Sanihelp.it – La candidosi vaginale è causata da un lievito chiamato Candida.


Esistono numerose specie di Candida, ma quella che causa la maggior parte delle infezioni è Candida albicans.

Circa tre quarti delle donne sviluppano candidosi vaginale almeno una volta nella vita e circa 140 milioni di donne in tutto il mondo soffrono di candidosi vaginale ricorrente.

Le infezioni ricorrenti da Candida possono avere un enorme impatto sulla qualità della vita.

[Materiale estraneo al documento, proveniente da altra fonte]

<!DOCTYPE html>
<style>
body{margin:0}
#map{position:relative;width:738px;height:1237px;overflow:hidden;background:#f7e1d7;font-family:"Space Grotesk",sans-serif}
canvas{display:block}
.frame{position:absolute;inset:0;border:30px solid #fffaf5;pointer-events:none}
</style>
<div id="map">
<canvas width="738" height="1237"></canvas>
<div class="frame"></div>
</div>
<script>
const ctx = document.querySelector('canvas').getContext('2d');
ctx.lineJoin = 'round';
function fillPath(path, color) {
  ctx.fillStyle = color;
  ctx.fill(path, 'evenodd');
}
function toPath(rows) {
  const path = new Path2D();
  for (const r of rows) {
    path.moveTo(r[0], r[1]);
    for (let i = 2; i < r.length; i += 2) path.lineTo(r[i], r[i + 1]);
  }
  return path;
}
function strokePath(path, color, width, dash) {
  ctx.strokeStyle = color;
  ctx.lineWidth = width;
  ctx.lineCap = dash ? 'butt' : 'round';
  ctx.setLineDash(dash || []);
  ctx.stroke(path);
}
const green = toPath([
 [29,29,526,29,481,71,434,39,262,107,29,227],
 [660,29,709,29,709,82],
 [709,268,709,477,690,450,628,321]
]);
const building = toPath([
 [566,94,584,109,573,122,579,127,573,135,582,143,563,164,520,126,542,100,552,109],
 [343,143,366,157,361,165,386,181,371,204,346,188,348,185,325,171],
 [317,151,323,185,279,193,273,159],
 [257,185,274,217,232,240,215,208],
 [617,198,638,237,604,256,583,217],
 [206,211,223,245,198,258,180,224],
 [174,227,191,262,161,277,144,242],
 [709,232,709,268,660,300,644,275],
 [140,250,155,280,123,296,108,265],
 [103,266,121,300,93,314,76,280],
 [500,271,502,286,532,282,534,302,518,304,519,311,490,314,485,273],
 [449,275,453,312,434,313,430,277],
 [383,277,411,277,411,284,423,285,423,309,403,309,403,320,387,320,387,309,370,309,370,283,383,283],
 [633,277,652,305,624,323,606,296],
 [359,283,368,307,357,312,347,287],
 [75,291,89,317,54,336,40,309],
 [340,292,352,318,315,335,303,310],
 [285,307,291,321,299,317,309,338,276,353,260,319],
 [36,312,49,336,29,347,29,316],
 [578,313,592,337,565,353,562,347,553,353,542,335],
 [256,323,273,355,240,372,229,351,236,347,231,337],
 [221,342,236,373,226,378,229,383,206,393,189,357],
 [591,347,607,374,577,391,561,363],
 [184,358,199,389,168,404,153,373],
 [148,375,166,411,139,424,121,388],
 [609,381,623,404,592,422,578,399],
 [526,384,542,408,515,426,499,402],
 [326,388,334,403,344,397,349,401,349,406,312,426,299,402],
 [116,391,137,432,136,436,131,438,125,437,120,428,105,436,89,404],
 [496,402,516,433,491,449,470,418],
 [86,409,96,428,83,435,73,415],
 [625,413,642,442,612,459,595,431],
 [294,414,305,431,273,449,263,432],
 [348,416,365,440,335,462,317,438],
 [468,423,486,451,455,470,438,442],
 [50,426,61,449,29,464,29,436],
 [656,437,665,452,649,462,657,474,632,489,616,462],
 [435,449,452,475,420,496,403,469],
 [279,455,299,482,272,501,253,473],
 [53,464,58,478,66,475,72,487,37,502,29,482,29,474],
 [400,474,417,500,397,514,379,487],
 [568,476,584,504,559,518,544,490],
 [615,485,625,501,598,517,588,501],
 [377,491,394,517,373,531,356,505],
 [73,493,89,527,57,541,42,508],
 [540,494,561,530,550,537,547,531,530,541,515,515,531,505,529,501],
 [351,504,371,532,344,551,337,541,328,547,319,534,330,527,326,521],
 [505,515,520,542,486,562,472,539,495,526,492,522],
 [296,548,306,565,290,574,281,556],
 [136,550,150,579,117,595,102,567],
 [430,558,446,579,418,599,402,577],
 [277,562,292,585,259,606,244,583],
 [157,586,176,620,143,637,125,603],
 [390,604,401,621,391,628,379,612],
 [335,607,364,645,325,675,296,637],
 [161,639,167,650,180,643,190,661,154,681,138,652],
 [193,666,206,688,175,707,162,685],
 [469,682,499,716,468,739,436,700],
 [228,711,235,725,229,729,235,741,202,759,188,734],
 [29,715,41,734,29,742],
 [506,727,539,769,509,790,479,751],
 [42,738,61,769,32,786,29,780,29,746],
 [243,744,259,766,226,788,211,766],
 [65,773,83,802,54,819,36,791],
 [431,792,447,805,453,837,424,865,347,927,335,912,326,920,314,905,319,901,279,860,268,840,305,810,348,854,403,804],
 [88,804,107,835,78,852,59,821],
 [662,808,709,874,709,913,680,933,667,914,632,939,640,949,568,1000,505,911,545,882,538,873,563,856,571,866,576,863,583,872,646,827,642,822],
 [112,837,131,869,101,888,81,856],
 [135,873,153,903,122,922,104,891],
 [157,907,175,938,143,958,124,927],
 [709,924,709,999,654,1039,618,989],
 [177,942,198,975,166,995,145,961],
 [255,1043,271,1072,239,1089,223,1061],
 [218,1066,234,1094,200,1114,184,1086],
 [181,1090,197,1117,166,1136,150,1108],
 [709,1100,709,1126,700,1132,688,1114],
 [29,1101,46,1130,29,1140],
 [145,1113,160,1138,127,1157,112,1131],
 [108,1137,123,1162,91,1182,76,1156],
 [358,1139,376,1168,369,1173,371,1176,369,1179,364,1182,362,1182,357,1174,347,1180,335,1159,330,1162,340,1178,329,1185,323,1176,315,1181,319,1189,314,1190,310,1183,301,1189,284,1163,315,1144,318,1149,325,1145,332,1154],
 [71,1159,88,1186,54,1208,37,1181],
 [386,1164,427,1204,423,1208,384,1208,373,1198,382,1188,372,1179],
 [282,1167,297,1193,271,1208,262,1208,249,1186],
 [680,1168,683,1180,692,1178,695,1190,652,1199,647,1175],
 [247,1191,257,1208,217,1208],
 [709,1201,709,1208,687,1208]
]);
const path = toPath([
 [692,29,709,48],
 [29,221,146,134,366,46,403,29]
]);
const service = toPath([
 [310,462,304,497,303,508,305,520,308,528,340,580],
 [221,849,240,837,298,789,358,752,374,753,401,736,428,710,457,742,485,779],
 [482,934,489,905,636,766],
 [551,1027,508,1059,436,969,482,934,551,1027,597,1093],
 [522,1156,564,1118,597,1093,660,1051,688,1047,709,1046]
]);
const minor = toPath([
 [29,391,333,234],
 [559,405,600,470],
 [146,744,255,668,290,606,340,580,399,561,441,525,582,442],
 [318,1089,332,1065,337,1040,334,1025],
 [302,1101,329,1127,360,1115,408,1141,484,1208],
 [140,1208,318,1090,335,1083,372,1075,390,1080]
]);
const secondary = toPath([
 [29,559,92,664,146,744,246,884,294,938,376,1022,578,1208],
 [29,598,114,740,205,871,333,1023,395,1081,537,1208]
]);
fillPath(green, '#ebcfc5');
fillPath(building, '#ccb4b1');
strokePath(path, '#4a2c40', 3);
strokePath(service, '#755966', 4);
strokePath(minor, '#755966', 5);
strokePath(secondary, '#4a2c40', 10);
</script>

I trattamenti antifungini esistenti non sono sempre efficaci e si sta sviluppando resistenza contro questi trattamenti.

Ora, una nuova ricerca condotta dal Centro MRC per la micologia medica dell’Università di Exeter, in collaborazione con il gruppo di ricerca di Microbiologia e Virologia dell’Università di Modena e Reggio Emilia, l’Università di Trieste, IRCSS Burlo Garofolo di Trieste ed altri centri internazionali, ha scoperto che lo zinco, un minerale traccia, potrebbe svolgere un ruolo sorprendente.

Proprio come l’essere umano, la Candida albicans ha bisogno di zinco nella sua dieta e questo lievito produce una molecola (Pra1) che cerca di acquisire lo zinco dall’ambiente in cui si trova come fonte di cibo.

I ricercatori hanno scoperto che questa molecola innesca una risposta infiammatoria, che ritengono sia responsabile di molti casi di candidosi vulvovaginale.

Il dott. Duncan Wilson, membro senior del Wellcome Trust del Centro MRC di micologia medica dell’Università di Exeter, insieme alla prof.ssa Eva Pericolini del gruppo di Microbiologia e Virologia dell’Università di Modena e Reggio Emilia, alla prof.ssa Manola Comar ed al prof. Francesco De Seta dell’Università di Trieste ed IRCSS Burlo Garofolo di Trieste affermano: «La nostra nuova scoperta sullo zinco è molto entusiasmante, perché suggerisce che il semplice trattamento con zinco potrebbe bloccare la produzione della molecola infiammatoria Pra1, ma non siamo ancora nella posizione di fornire raccomandazioni terapeutiche in questa fase. Abbiamo bisogno di studi su scala più ampia per confermare l’effetto».